May 13, 2010 -- This morning, BP released video of the subsea well pipe gushing oil and gas into the waters of the Gulf of Mexico.
In a press brief released this morning, BP said that efforts to stop the flow of oil at the source continue. BP is trying to intervene by way of the blow out preventer (BOP). One possibility is to shoot 'junk shot' -- or debris -- into the well pipe, then filling it with specialized heavy fluids to seal the opening. Plans are underway and this option could be invoked next week.
In the interim, a second, smaller containment dome has been transported to the site and lowered down to the sea floor in preparation for deployment. It is expected to be operational in the next day or two.
Application of subsea and surface dispersants continues. So far, about 28,000 gallons of subsea dispersant has been applied, and over 400,000 gallons have been applied on the surface -- more than has ever been applied before.
Environmentalists are concerned about the effects of the dispersant on marine mammals and plant life, but EPA maintains that the chemicals being applied to the surface are safe and on the EPA's approved list of dispersants.

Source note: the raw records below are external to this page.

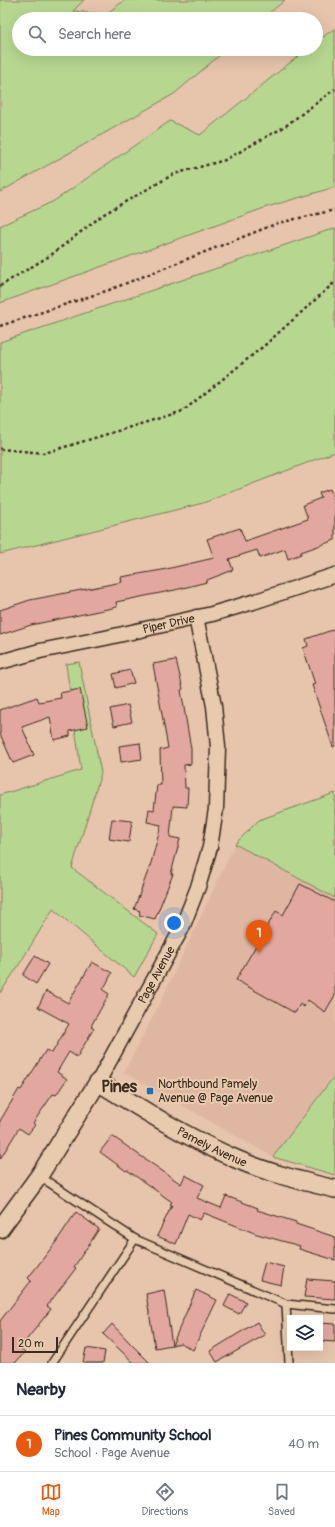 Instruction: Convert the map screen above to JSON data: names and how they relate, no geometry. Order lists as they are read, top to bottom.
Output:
{
  "streets": {
    "street": ["Piper Drive", "Page Avenue", "Pamely Avenue"]
  },
  "crossings": [
    ["Piper Drive", "Page Avenue"],
    ["Page Avenue", "Pamely Avenue"]
  ],
  "districts": ["Pines"],
  "places": {
    "transit": ["Northbound Pamely Avenue @ Page Avenue"]
  },
  "scale_bar": "20 m",
  "page": {
    "search": "Search here",
    "pins": "1",
    "scale": "20 m",
    "heading": "Nearby",
    "list": [
      {
        "mark": "1",
        "name": "Pines Community School",
        "note": "School · Page Avenue",
        "value": "40 m"
      }
    ],
    "nav": ["Map", "Directions", "Saved"]
  }
}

The subsea application, however, is unprecedented and undergoing a series of tests as it is being used. EPA expects test results within a few days and has said that continued subsea application of dispersants, if approved, will require regular, ongoing testing, including biological testing and particle analysis. At that point, if testing reveals harmful impacts, the agency says subsea application of dispersants will be discontinued.

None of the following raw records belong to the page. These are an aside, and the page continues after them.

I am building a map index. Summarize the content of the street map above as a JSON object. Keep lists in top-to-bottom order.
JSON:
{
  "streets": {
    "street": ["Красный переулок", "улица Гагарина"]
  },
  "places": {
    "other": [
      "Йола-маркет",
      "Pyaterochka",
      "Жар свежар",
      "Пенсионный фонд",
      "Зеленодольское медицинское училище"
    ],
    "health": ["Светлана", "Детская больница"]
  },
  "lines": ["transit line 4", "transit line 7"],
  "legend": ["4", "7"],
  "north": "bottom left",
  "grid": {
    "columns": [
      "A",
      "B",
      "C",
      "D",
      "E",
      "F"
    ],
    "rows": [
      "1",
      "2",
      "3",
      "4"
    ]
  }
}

EPA Administrator Lisa P. Jackson acknowledged in a press briefing yesterday that this situation is "uncharted territory" and that the agency continues to work with BP on finding "creative solutions" to clean up the spill and mitigate damage.
Other efforts such as controlled burning and surface skimming continue. Thus far, over 1.2 million feet of containment boom has been deployed, with an additional 400,000 feet staged and ready to go. About 97,000 barrels of oily liquid have been recovered from the waters in the Gulf of Mexico.
Work on a relief well begun May 2 is continuing, but could take up to three months to become operational. Meanwhile, oil continues to spill at a rate of about 210,000 gallons per day.
BP has spent about $450 million to date on its response -- including cleanup, relief well drilling, settlements, and federal costs.